[Source material]
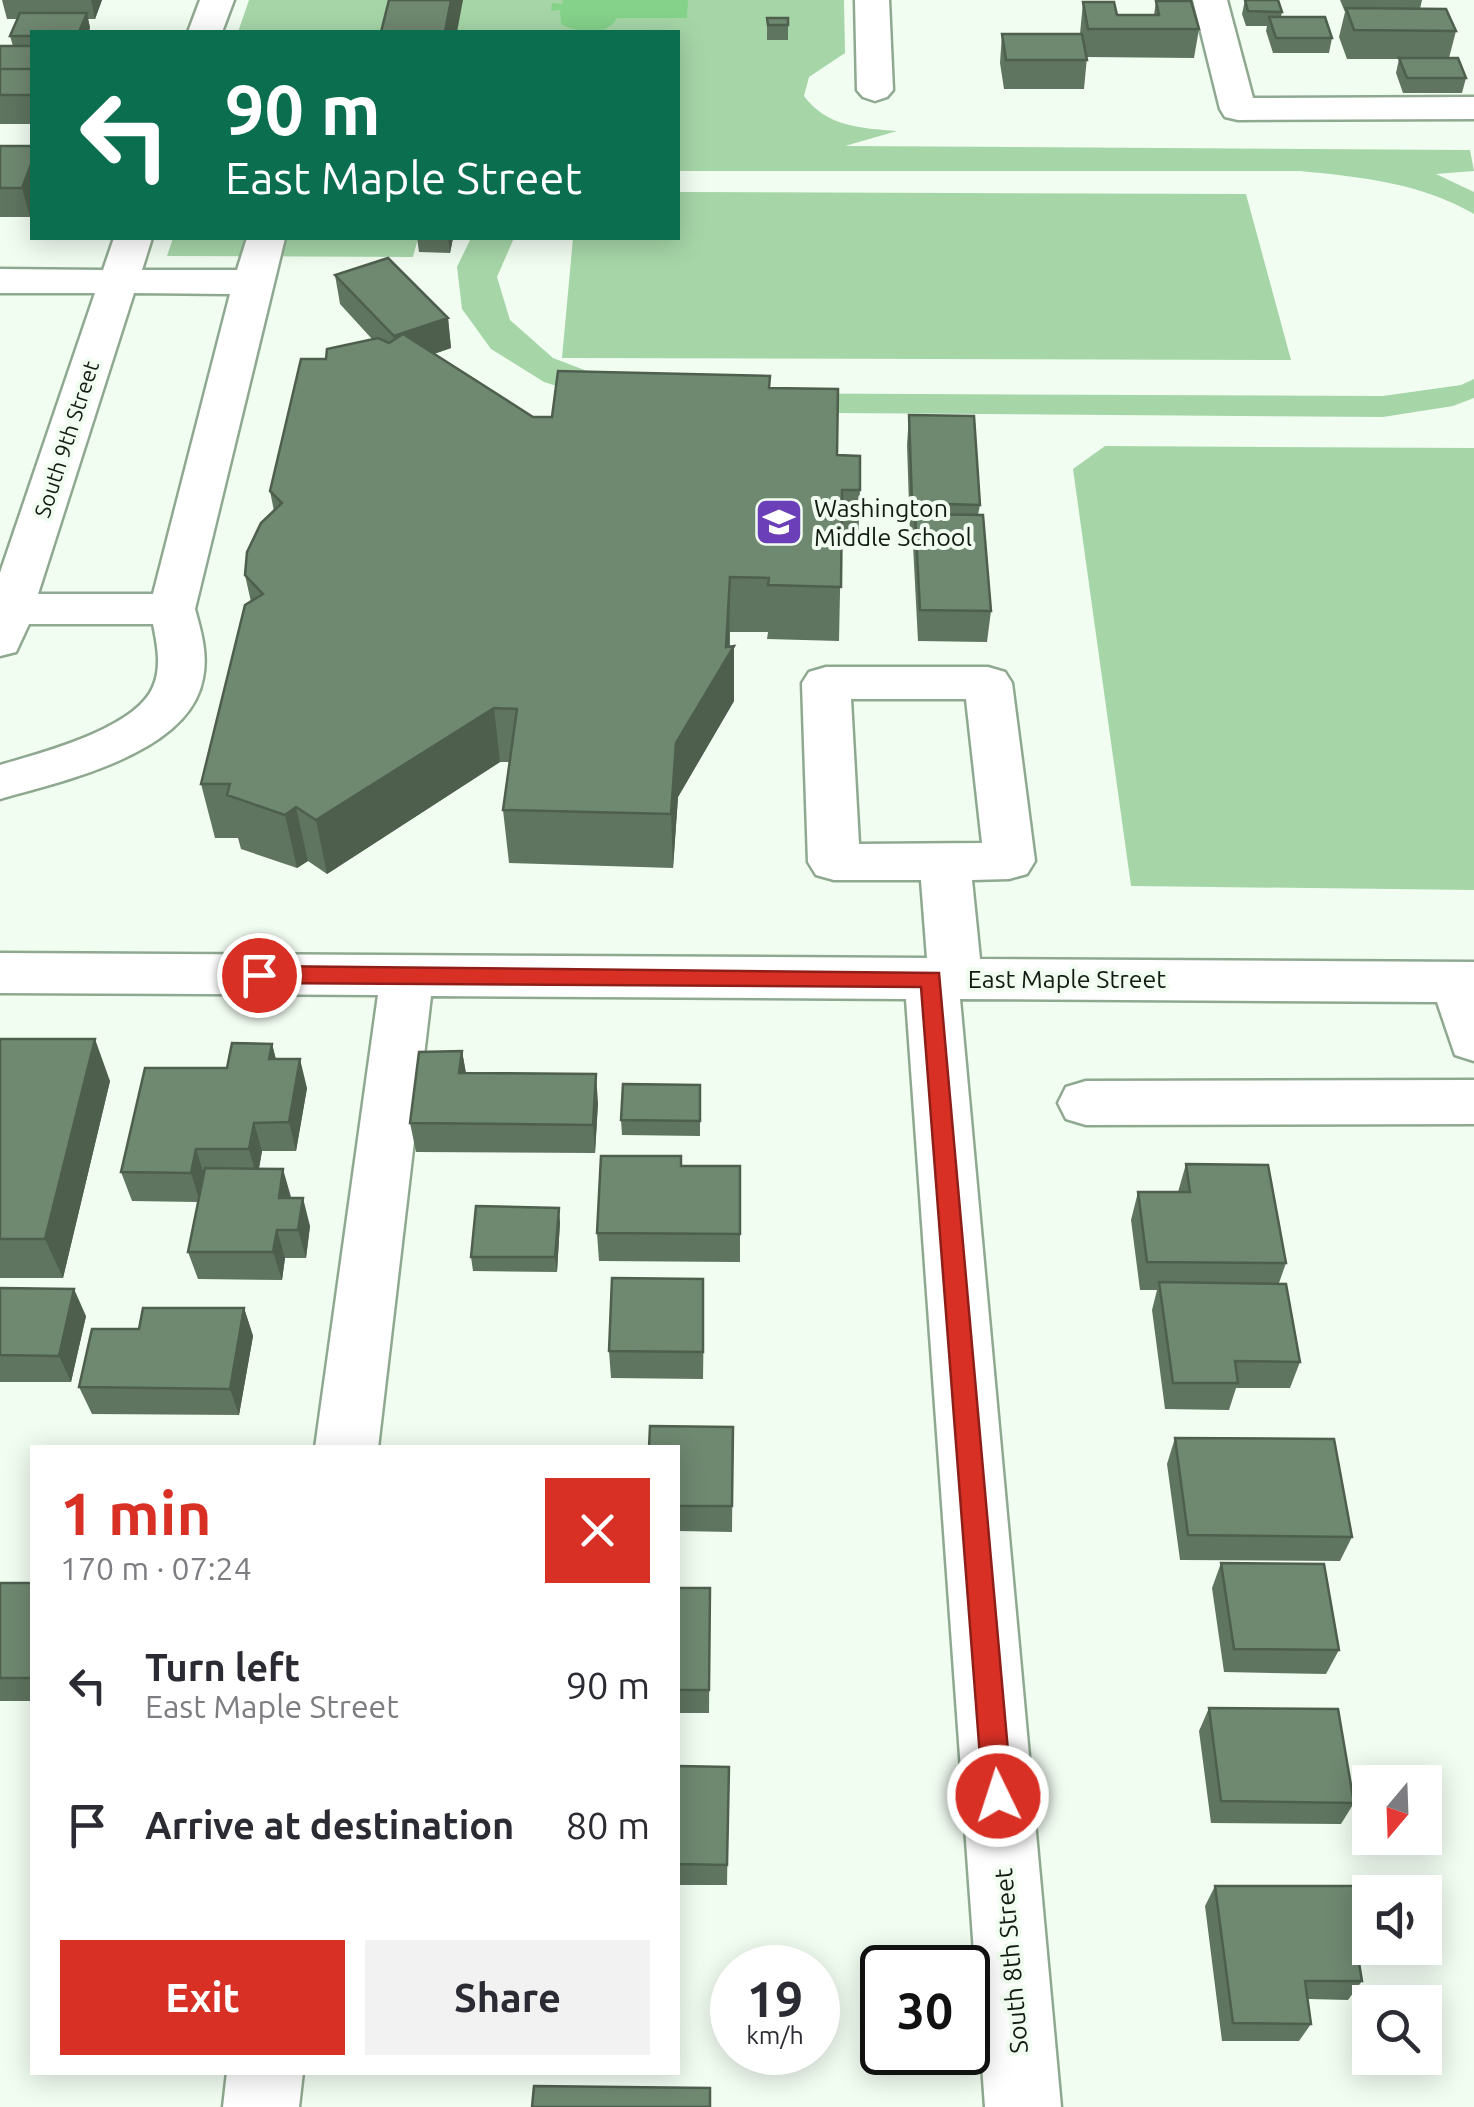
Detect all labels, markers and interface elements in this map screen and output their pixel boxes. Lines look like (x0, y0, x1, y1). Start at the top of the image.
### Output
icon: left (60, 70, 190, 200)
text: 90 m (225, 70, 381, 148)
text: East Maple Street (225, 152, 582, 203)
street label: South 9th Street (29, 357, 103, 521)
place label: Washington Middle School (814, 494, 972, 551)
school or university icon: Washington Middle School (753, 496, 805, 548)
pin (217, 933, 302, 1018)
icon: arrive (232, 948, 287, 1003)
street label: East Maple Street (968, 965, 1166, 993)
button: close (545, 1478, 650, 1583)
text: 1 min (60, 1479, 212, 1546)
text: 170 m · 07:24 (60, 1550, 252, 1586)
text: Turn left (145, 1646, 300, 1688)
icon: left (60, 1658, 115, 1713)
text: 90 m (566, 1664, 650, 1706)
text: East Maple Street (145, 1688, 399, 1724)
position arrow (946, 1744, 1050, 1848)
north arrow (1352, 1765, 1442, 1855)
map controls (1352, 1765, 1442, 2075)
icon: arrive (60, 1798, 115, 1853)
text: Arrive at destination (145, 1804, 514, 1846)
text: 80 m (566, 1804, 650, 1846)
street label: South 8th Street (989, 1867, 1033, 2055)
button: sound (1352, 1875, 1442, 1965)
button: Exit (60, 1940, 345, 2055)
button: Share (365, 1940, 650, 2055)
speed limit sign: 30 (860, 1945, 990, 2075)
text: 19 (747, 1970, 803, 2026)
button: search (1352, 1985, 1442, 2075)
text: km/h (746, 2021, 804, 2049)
---
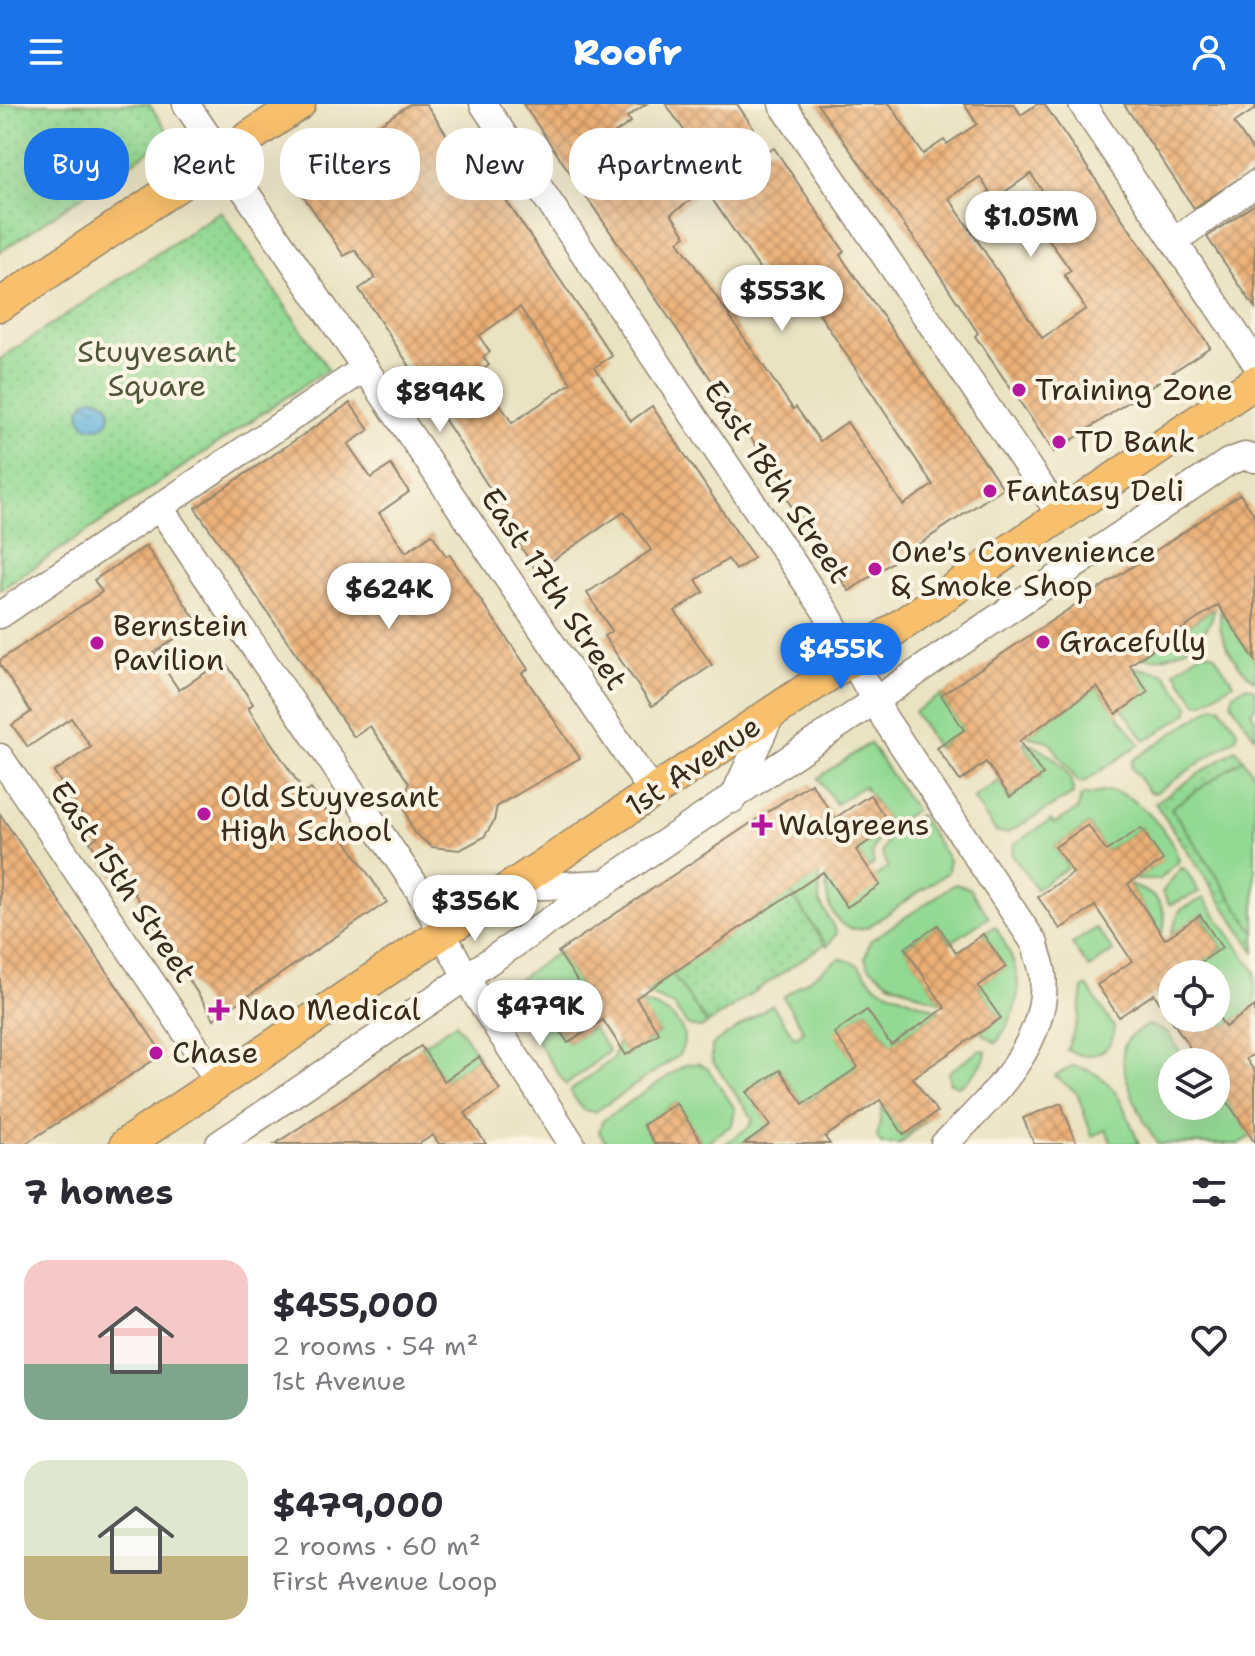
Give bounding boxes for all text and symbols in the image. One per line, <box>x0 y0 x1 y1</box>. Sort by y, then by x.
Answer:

[To do] Scan the entries above for the word "image", then copy every line in which it occurs.

[Output]
Detect all labels, markers and interface elements in this map screen and output their pixel boxes. Lines look like (x0, y0, x1, y1). Start at the top of the image.
Give bounding boxes for all text and symbols in the image. One per line, <box>x0 y0 x1 y1</box>. Sort by y, then by x.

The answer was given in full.